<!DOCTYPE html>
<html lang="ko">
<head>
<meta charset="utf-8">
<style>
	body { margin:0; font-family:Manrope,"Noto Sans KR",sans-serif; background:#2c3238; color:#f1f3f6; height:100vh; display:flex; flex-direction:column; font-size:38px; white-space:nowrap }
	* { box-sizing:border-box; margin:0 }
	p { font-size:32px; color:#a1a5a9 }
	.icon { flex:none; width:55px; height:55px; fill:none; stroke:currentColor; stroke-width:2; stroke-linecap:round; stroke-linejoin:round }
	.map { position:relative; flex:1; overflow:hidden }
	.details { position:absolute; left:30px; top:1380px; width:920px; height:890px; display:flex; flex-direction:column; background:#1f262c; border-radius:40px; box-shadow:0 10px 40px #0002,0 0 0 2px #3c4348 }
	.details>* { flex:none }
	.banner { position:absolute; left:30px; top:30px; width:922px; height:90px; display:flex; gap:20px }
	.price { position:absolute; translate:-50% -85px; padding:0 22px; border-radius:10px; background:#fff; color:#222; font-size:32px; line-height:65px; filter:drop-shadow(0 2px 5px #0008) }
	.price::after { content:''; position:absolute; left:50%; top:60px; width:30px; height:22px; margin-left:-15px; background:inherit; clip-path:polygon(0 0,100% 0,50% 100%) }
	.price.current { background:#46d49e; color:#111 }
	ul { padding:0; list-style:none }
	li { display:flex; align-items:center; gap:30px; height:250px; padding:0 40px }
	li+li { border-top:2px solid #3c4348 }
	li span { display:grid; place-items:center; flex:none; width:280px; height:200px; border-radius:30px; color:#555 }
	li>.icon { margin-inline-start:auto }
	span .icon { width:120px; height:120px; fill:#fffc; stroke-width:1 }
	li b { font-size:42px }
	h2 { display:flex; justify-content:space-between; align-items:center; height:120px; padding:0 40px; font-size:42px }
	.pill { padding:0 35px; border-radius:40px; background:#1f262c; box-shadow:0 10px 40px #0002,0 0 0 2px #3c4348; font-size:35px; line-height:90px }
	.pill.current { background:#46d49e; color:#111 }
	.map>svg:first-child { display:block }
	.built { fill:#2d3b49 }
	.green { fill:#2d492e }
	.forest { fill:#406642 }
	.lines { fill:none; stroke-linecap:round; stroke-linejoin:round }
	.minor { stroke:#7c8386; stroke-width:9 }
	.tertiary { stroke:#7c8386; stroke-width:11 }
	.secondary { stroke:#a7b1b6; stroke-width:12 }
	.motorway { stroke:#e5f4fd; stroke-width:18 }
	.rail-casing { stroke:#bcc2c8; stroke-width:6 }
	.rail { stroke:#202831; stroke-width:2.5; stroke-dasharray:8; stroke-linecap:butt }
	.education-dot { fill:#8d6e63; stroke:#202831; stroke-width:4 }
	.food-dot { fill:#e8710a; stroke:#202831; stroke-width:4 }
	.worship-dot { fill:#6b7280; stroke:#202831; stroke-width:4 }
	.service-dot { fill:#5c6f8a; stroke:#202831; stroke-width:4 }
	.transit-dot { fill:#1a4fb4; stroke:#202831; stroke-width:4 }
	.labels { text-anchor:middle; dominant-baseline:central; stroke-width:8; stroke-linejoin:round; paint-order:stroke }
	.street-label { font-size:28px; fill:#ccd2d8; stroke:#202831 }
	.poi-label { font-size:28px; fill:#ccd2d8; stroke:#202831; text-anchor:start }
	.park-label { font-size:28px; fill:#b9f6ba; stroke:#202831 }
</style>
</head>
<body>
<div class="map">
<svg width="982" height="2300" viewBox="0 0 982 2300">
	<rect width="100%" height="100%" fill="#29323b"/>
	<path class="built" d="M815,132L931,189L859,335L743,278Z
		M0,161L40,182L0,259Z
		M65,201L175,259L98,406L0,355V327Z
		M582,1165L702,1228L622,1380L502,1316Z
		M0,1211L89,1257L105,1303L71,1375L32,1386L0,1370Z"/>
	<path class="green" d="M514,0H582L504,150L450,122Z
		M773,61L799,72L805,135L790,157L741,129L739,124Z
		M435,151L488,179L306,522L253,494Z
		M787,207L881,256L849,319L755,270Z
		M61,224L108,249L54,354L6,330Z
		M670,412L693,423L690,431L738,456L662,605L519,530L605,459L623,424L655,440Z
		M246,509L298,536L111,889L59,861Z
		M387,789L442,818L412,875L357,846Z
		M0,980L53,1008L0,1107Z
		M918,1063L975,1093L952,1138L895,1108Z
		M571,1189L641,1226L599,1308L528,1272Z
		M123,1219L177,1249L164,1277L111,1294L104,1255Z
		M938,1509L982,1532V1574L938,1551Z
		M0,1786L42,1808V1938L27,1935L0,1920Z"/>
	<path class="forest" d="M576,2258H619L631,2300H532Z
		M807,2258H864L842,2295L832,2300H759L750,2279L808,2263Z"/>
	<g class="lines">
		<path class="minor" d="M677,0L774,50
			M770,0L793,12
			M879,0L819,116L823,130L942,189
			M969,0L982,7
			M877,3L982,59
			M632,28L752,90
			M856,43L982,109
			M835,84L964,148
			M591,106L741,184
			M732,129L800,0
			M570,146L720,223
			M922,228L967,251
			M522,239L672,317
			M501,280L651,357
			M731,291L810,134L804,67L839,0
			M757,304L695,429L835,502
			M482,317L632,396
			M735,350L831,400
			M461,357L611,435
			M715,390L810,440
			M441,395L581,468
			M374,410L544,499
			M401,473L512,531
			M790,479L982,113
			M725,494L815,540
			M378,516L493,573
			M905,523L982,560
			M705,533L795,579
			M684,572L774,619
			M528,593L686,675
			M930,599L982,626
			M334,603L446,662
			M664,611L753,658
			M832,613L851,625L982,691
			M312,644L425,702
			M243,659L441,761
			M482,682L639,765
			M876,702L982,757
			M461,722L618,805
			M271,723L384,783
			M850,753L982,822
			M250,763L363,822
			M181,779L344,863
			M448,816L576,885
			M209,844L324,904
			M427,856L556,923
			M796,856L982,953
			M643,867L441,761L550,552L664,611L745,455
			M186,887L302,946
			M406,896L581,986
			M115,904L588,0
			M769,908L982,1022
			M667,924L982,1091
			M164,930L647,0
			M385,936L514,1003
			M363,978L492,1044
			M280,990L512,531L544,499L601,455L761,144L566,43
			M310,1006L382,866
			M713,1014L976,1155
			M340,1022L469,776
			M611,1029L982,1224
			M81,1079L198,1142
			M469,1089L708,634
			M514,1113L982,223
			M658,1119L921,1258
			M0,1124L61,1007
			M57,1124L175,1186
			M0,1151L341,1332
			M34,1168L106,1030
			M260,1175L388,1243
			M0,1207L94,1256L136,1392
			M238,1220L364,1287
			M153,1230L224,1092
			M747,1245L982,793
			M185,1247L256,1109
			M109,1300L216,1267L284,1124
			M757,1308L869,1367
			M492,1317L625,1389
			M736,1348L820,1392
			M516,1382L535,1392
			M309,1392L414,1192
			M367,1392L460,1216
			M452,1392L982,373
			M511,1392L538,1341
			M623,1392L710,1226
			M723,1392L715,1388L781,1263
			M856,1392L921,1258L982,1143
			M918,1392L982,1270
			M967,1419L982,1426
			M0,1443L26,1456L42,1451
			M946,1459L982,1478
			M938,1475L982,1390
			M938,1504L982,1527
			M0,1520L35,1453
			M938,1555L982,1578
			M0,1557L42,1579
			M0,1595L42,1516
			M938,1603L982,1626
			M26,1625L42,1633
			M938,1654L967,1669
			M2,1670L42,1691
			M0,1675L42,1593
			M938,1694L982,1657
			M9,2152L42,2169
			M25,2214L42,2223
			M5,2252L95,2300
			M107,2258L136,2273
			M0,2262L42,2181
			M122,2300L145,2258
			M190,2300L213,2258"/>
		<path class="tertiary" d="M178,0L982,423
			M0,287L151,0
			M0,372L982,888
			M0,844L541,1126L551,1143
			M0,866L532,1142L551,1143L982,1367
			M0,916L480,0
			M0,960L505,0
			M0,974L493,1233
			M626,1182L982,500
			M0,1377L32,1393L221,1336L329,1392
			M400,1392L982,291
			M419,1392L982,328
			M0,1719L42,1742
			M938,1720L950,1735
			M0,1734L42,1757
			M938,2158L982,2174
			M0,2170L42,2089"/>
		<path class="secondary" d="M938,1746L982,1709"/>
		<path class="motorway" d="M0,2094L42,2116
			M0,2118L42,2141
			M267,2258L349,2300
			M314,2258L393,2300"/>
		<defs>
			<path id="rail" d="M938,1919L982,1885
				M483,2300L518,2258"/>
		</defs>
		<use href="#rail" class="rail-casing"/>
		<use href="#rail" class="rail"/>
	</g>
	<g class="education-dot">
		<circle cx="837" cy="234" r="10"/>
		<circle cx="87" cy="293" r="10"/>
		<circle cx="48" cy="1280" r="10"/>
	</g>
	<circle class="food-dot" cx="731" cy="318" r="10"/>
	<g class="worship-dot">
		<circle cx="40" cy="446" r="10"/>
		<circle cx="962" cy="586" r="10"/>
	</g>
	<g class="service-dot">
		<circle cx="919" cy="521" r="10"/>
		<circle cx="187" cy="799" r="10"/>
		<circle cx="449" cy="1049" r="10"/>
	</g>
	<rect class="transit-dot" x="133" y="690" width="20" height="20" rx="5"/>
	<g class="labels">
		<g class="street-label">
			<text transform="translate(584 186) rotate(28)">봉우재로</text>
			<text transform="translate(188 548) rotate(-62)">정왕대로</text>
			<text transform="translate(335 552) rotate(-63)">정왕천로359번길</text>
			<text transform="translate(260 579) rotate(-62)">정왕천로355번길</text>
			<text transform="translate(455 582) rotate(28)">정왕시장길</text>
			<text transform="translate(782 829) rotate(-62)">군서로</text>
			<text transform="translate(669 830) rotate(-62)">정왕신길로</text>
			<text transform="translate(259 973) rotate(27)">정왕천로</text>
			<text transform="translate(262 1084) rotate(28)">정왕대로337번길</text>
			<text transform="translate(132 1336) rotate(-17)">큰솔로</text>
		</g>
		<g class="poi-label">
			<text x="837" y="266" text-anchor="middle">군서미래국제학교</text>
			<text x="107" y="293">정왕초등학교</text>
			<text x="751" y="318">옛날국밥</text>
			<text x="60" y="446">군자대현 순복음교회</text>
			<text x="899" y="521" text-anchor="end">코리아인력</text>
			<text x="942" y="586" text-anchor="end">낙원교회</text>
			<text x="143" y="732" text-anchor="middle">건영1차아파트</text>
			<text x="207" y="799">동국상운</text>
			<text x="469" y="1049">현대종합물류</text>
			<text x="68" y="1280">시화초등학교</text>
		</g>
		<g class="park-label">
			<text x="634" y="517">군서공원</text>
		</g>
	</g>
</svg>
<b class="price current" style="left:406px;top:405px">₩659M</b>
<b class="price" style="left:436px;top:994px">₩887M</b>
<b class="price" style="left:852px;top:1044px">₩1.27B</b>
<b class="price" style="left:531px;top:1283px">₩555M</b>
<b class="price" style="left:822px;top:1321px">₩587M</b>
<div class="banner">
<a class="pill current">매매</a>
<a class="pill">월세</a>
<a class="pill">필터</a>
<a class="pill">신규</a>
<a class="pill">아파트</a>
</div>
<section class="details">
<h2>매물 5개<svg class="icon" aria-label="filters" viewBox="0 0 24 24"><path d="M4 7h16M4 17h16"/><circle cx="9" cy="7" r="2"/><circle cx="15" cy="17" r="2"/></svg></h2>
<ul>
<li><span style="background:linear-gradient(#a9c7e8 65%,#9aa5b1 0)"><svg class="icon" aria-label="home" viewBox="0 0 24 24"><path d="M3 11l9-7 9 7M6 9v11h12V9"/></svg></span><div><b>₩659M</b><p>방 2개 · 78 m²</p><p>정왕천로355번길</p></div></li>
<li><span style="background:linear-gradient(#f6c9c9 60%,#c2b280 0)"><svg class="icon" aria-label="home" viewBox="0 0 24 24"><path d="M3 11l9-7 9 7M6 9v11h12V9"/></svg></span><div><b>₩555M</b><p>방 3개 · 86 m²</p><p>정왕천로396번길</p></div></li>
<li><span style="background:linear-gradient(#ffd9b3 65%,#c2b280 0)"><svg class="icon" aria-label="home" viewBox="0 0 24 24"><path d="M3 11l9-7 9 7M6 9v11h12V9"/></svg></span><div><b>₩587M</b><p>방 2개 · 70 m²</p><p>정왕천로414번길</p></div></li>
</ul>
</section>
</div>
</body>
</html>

• • •

- _ACTIVITY_
Each line between the start of the listing above and the line containing "display:grid; place-items:center; flex:none;", with both ends counted, is to be set down unchanged.

- _YOUR SOLUTION_
<!DOCTYPE html>
<html lang="ko">
<head>
<meta charset="utf-8">
<style>
	body { margin:0; font-family:Manrope,"Noto Sans KR",sans-serif; background:#2c3238; color:#f1f3f6; height:100vh; display:flex; flex-direction:column; font-size:38px; white-space:nowrap }
	* { box-sizing:border-box; margin:0 }
	p { font-size:32px; color:#a1a5a9 }
	.icon { flex:none; width:55px; height:55px; fill:none; stroke:currentColor; stroke-width:2; stroke-linecap:round; stroke-linejoin:round }
	.map { position:relative; flex:1; overflow:hidden }
	.details { position:absolute; left:30px; top:1380px; width:920px; height:890px; display:flex; flex-direction:column; background:#1f262c; border-radius:40px; box-shadow:0 10px 40px #0002,0 0 0 2px #3c4348 }
	.details>* { flex:none }
	.banner { position:absolute; left:30px; top:30px; width:922px; height:90px; display:flex; gap:20px }
	.price { position:absolute; translate:-50% -85px; padding:0 22px; border-radius:10px; background:#fff; color:#222; font-size:32px; line-height:65px; filter:drop-shadow(0 2px 5px #0008) }
	.price::after { content:''; position:absolute; left:50%; top:60px; width:30px; height:22px; margin-left:-15px; background:inherit; clip-path:polygon(0 0,100% 0,50% 100%) }
	.price.current { background:#46d49e; color:#111 }
	ul { padding:0; list-style:none }
	li { display:flex; align-items:center; gap:30px; height:250px; padding:0 40px }
	li+li { border-top:2px solid #3c4348 }
	li span { display:grid; place-items:center; flex:none; width:280px; height:200px; border-radius:30px; color:#555 }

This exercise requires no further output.